Coercing Depressed Men into Treatment Acceptance…
Rochlen, A., Paterniti, D., Epstein, R., Duberstein, P., Willeford, L., & Kravitz, R. (2009). Barriers in Diagnosing and Treating Men With Depression: A Focus Group Report American Journal of Men’s Health, 4 (2), 167-175 DOI: 10.1177/1557988309335823
Women are diagnosed with depression two, four times or even more often than men are, and yet, men kill themselves ‘four to five times more often than women’ (Rochlen et al. 2009, n.pag.). Here, Rochlen et al. (2009) suggest that masculine ideals like ‘self-reliance, restriction of emotion, and toughness’ make it ‘difficult for men to recognize or acknowledge’ their own depressive symptoms. I find this a rather odd and implausible suggestion, at least with respect to the recognition component. While many men might indeed practice gender according to masculine ideals and therefore, purposefully hide or mask their depressive symptoms, it is quite the leap of logic to add that they might not even know what those depressive symptoms are.
Part of the confusion lies, I think, in confounding the lived experience of depression with the ways in which many men practice gender, as if masculine ideals like being isolative and avoiding help (2009) become alternative symptoms of the actual disorder of depression. That many men avoid seeking help for their physical and emotional problems cannot be automatically construed as symptomatic of anything. However, that avoidance largely explains why depression is such a gendered phenomenon. The greater acceptability of women rocking up to their GP feeling angry, low, flat, upset, or distressed and walking out the door with a truckload of mood stabilisers would be the other main contributor to the dearth of men in official depression statistics.
This article by Rochlen et al. (2009) reads like a marketing strategy to get more men onto meds.
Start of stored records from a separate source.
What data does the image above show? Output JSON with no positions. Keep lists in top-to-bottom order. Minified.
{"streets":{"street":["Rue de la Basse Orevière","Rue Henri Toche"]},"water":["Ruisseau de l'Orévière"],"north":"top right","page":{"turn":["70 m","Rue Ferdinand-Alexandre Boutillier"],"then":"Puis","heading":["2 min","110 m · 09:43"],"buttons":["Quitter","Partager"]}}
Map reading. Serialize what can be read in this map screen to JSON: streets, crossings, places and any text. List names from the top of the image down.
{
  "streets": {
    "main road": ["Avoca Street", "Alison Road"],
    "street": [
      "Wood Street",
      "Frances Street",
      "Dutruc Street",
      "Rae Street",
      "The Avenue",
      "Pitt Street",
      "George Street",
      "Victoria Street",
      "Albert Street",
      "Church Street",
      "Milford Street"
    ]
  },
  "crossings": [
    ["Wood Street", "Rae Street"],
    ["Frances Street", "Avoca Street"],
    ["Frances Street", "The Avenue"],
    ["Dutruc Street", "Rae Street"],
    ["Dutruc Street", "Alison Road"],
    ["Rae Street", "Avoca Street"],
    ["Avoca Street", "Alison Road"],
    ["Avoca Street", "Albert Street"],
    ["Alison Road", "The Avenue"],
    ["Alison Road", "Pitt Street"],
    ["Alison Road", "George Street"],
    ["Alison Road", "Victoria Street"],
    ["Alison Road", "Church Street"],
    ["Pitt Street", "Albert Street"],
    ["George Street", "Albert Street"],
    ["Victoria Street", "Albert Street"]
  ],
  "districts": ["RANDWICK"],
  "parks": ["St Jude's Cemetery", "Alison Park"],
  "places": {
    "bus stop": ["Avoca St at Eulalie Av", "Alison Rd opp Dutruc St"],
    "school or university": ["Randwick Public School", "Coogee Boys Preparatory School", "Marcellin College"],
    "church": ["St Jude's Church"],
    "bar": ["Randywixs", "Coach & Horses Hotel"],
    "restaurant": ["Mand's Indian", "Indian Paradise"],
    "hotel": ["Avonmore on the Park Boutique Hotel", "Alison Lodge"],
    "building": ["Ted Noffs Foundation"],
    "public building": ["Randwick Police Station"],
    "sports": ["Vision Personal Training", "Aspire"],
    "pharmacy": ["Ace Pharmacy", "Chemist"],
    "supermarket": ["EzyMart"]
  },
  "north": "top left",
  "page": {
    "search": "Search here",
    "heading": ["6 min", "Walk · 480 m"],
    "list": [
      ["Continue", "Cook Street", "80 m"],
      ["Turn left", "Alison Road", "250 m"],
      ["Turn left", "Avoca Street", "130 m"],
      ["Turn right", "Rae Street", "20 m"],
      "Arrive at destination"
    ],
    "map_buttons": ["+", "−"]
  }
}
It certainly does not progress thinking on the relational problems caused by masculine ideals. For example, the authors advise health professionals to ‘maintain a high index of suspicion for depression amongst men’ who present ‘atypically’ (2009). That reads like poorly disguised code to me for health professionals to widen the net as far as possible and count almost anything as ‘depression’. As the closing words in this article call for greater ‘treatment acceptance’ (2009) by men who are allegedly depressed, I am left wondering why any man must accept treatment so blithely? Rather than trying to fit men within the prescribed box of medical orthodoxy, I say we should instead:
1. Pay closer attention to the causative factors behind depression; and
2. Critically analyse the treatment of depression in both women and men.
See also:
Rabinowitz, F., & Cochran, S. (2008). Men and Therapy: A Case of Masked Male Depression Clinical Case Studies, 7 (6), 575-591 DOI: 10.1177/1534650108319917



as man with serious depression and coming off ssris, i wish i never got “help”. i got given ssris with horrible side-effects making no difference to my depression and now i find out the ssri withdrawal could last months, and even discovered the possibility of long-term side-effects(Post-SSRI sexual dysfunction). i was even offered acupuncture…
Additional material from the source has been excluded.